**Exercise**:
Each line below must be reproduced exactly as it stands. Pictures stay out of the copy.

Dataset entries:
┌────────

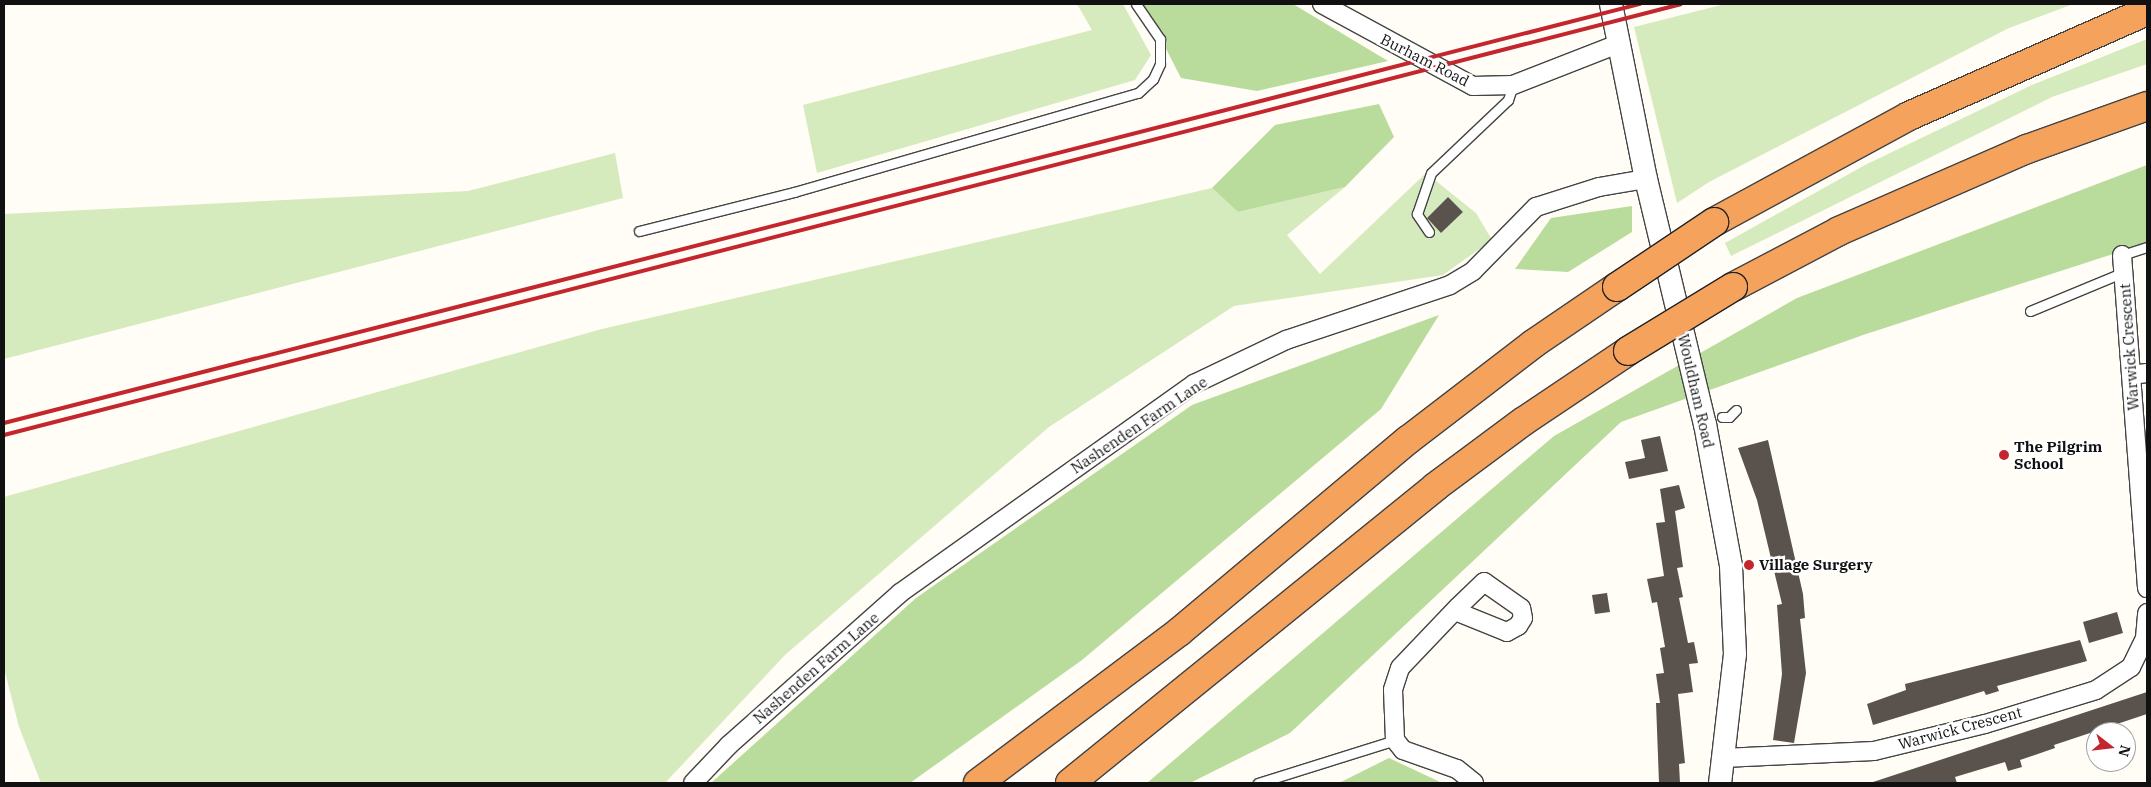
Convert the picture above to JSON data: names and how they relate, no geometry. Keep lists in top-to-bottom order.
{
  "streets": {
    "street": [
      "Burham Road",
      "Warwick Crescent",
      "Wouldham Road",
      "Nashenden Farm Lane"
    ]
  },
  "crossings": [
    ["Burham Road", "Wouldham Road"],
    ["Warwick Crescent", "Wouldham Road"],
    ["Wouldham Road", "Nashenden Farm Lane"]
  ],
  "places": ["The Pilgrim School", "Village Surgery"],
  "north": "right"
}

└────────

**Response**:
Convert the picture above to JSON data: names and how they relate, no geometry. Keep lists in top-to-bottom order.
{
  "streets": {
    "street": [
      "Burham Road",
      "Warwick Crescent",
      "Wouldham Road",
      "Nashenden Farm Lane"
    ]
  },
  "crossings": [
    ["Burham Road", "Wouldham Road"],
    ["Warwick Crescent", "Wouldham Road"],
    ["Wouldham Road", "Nashenden Farm Lane"]
  ],
  "places": ["The Pilgrim School", "Village Surgery"],
  "north": "right"
}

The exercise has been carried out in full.